Step 8—Bill continuously throughout the month.

Thirty percent or more of firms still don’t do this. If a project billing phase is completed on the second of the month, send a bill out on the second, not on the 30th when they normally go out.

Step 9—Send all bills electronically as PDFs. Follow up with snail mail. This will get your bills processed that much sooner. And, if there’s a problem or question, make it easy for your client to ask you via e-mail so you can resolve it.

Step 10—Follow up on every bill a week after it is sent.

This will help you find out whether it’s being processed for payment.

Step 11—Always follow established collection procedures.

This means no exceptions. For example, just because someone is busy with an accounting software conversion does not mean you can stop following all of your established collection procedures. Or, just because a recent acquisition is taking up accounting resources does not mean it’s OK to back off collections. These things do not excuse anyone at any time from doing their part in collecting the money.

Step 12—Realize you are not alone. Encourage peers to do as you do. The more we join together and stop allowing unethical clients and undisciplined partners and co-workers to run over us, the better off we all will be.

Following this 12-step program can put you on the road to recovery as it relates to your collections. There is nothing to stop you from getting accounts receivable down to 40 or 45 days!

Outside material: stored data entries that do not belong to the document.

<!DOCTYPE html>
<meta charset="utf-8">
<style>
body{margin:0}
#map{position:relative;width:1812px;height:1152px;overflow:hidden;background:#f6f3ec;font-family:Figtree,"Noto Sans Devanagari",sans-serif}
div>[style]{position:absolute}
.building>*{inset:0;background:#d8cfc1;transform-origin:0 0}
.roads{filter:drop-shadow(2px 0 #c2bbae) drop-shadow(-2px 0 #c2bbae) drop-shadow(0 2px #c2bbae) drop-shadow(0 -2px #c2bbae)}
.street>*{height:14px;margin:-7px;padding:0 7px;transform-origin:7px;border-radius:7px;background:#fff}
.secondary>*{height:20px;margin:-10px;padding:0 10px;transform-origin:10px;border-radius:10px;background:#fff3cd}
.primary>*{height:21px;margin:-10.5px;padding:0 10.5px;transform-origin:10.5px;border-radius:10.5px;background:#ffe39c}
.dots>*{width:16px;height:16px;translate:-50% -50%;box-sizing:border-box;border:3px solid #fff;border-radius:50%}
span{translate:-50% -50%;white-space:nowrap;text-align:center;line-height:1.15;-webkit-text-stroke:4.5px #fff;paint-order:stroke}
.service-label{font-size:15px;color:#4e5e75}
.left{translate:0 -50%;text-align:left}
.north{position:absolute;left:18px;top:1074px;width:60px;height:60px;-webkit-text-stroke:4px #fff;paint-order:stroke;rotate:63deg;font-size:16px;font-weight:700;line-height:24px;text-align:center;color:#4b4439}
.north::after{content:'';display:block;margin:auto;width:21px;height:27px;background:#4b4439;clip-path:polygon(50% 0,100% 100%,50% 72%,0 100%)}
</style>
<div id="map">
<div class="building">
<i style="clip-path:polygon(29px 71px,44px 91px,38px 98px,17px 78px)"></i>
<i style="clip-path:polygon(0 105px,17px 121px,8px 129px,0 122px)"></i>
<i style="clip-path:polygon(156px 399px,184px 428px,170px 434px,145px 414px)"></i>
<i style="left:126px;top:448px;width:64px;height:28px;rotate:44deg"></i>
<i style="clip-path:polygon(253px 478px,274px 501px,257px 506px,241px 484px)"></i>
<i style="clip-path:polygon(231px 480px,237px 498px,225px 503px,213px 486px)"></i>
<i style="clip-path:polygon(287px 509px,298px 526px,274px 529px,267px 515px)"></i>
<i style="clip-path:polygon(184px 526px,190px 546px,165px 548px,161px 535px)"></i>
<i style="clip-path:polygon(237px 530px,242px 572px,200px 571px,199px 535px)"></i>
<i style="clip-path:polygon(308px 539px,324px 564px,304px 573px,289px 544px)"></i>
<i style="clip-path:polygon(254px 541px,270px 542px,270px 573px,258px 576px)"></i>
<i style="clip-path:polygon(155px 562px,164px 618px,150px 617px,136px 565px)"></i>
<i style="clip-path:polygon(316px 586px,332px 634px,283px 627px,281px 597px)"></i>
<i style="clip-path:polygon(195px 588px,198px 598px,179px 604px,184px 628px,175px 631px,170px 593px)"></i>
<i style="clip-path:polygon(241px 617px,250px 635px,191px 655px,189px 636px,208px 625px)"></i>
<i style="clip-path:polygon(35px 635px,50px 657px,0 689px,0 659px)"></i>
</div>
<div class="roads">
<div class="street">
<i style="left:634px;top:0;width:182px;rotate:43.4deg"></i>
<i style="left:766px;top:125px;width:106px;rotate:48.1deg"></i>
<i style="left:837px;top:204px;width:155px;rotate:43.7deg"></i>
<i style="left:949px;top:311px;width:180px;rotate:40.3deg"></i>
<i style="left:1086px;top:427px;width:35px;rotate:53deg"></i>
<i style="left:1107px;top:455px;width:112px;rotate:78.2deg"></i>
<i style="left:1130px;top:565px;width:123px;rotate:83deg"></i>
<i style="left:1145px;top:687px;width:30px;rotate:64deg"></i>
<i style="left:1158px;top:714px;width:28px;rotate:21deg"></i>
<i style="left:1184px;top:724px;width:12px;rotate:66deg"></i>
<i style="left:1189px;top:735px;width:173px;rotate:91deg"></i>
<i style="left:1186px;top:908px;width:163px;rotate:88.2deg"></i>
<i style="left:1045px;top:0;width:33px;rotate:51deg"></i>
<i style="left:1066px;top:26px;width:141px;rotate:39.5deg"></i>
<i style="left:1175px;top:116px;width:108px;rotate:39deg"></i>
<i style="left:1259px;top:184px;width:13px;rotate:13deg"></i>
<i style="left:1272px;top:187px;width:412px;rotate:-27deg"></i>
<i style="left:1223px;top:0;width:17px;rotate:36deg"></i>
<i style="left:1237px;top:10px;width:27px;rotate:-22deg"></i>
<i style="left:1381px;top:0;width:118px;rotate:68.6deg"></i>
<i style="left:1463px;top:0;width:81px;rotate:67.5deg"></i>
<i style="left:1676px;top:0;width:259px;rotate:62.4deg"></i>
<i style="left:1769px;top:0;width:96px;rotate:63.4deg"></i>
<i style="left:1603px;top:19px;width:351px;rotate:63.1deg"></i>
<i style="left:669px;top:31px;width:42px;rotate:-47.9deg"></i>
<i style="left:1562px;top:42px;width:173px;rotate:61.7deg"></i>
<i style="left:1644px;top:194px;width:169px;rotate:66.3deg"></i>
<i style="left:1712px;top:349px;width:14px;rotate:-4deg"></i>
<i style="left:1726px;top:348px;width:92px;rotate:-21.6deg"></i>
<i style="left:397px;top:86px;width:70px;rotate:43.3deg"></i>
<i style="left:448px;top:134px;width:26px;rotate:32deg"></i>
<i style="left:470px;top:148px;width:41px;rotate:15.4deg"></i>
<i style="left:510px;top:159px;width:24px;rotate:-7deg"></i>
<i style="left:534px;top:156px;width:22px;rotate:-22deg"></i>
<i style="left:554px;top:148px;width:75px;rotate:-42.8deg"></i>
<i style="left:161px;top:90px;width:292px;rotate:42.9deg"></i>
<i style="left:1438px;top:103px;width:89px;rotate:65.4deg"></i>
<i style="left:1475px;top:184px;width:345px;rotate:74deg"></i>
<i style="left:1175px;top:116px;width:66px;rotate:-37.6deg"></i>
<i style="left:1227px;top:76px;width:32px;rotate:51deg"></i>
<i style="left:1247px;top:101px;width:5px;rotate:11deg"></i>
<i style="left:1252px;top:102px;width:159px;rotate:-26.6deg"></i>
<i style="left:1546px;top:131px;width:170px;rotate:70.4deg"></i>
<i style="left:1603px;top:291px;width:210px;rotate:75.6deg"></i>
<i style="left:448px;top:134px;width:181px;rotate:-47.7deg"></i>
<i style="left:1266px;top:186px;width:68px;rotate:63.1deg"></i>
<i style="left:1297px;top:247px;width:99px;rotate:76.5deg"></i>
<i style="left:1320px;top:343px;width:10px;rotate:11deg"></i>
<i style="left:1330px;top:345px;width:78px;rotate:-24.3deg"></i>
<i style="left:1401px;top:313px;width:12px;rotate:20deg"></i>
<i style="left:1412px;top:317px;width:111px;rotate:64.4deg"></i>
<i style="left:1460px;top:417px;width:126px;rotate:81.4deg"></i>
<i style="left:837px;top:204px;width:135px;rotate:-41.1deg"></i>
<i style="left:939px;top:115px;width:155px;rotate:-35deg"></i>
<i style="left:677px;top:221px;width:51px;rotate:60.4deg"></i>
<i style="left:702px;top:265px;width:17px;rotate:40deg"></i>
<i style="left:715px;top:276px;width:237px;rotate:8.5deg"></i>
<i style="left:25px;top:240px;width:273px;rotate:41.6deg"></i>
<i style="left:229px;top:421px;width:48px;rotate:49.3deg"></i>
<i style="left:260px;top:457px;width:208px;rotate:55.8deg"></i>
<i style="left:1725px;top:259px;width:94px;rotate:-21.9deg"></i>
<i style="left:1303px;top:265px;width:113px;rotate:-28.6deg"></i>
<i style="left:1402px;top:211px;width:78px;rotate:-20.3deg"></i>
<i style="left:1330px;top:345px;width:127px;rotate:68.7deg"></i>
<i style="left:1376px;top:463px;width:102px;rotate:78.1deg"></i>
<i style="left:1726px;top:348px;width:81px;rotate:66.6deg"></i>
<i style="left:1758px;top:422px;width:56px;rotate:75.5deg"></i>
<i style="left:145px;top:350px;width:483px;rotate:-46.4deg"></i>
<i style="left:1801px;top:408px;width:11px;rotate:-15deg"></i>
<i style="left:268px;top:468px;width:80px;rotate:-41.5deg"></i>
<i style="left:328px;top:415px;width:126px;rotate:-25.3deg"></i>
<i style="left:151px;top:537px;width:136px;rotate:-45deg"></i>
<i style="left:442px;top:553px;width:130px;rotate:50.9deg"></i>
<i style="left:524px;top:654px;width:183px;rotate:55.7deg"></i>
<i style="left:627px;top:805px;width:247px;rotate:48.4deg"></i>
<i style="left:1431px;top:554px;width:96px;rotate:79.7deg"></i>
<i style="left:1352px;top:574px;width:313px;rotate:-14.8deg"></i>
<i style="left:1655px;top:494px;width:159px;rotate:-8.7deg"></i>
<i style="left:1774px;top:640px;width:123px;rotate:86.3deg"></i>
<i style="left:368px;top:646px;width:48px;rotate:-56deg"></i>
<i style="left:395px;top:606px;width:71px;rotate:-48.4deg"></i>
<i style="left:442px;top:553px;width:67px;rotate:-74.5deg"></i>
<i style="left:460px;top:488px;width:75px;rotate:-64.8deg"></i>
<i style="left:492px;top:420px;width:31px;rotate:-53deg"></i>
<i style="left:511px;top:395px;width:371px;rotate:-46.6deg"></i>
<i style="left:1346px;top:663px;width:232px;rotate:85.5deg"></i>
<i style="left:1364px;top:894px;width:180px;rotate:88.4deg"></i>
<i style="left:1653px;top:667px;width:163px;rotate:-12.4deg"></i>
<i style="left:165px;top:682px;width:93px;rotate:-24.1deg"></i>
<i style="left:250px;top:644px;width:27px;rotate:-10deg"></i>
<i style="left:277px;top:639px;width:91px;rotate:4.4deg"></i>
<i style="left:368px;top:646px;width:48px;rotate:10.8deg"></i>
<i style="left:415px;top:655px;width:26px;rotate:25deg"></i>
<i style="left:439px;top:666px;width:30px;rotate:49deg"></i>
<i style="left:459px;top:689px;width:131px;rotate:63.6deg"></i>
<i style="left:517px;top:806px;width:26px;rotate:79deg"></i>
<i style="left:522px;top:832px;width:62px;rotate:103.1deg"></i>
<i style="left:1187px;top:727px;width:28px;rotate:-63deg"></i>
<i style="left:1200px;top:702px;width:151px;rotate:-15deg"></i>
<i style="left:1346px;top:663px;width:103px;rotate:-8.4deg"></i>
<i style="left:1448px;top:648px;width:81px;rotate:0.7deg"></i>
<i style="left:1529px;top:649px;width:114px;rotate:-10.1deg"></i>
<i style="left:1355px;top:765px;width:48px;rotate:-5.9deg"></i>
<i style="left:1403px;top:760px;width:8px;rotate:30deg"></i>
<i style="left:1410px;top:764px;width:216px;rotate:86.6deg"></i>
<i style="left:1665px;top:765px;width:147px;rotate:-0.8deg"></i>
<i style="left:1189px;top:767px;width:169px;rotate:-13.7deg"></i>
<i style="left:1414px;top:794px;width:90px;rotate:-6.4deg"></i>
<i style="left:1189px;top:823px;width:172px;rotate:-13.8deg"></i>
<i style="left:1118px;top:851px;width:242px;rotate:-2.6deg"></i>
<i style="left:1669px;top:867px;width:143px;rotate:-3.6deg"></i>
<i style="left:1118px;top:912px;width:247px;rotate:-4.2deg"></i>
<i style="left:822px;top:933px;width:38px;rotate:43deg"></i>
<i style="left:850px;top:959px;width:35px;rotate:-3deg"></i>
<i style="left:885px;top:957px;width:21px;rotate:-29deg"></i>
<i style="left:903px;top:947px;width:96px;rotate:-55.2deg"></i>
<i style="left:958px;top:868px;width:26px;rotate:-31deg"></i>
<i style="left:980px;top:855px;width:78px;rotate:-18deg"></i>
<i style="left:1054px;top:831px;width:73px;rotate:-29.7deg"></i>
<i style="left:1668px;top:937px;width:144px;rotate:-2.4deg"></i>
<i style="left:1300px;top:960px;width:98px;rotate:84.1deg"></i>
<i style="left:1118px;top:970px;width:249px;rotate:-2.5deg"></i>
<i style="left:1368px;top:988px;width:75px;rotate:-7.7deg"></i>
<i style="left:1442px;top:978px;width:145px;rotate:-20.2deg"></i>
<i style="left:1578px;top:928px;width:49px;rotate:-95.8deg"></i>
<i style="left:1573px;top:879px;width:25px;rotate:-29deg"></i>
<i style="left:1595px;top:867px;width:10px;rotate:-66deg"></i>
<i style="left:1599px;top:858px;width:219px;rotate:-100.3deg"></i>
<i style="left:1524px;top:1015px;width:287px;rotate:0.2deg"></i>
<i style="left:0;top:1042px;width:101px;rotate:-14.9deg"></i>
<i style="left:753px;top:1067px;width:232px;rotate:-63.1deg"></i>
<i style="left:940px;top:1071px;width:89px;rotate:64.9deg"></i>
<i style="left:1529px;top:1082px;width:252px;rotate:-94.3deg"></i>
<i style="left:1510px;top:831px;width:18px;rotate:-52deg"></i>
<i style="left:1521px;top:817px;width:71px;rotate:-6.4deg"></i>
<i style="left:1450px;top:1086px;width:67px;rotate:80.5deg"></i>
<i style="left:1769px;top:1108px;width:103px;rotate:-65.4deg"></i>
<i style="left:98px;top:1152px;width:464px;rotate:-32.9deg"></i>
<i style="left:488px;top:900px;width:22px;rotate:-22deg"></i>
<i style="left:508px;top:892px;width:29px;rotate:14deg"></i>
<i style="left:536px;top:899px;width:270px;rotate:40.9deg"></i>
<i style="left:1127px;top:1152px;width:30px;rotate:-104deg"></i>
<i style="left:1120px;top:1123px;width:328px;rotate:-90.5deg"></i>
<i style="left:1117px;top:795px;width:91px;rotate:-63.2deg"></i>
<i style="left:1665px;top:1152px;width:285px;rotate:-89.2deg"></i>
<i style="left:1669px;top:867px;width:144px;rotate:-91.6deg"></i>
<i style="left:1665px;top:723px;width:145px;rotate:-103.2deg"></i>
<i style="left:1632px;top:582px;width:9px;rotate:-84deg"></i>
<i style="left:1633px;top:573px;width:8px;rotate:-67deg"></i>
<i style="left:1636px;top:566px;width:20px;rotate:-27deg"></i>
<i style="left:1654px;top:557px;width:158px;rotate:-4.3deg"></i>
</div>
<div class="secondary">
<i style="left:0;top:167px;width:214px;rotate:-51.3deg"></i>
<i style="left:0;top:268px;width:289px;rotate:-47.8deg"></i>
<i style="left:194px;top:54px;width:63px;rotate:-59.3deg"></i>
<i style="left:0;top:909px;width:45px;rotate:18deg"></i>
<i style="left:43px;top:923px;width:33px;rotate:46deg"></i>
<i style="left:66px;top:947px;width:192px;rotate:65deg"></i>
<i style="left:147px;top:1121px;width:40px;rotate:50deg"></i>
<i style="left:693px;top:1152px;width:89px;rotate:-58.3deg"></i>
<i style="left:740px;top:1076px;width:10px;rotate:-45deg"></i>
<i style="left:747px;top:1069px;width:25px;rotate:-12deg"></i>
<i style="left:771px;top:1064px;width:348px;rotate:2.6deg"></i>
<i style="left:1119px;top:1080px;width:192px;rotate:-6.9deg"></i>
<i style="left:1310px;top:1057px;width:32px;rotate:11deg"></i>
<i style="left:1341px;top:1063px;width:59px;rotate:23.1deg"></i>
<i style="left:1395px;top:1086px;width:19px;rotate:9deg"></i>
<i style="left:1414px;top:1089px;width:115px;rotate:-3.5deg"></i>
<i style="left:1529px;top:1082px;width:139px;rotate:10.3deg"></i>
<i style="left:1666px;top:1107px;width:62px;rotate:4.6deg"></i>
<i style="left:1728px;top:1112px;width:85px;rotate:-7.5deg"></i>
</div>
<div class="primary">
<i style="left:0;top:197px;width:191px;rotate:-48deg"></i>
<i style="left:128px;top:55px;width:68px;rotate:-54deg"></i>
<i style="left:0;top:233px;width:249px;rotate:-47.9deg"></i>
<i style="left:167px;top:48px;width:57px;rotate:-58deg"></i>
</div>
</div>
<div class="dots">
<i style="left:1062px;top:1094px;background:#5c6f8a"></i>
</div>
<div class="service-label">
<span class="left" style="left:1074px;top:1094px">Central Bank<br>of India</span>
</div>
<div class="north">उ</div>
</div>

Mark Zweig is founder and principal of ZweigWhite.

Sidebar: A better invoice

The format of invoices and the information contained in them can impact how quickly clients pay. The following items can encourage prompt payment:

  • include an invoice or project number to distinguish one invoice or project from another;
  • state the billing time period to reconcile hours being billed with the work accomplished;
  • show previously billed but unpaid amounts to remind clients about outstanding balances;
  • indicate terms of payment, such as 30 days or upon receipt;
  • provide instructions for remitting payment, including to whom the check should be made payable and the address to which it should be sent; and
  • include the project manager’s or principal’s signature to assure clients that the invoice was reviewed personally.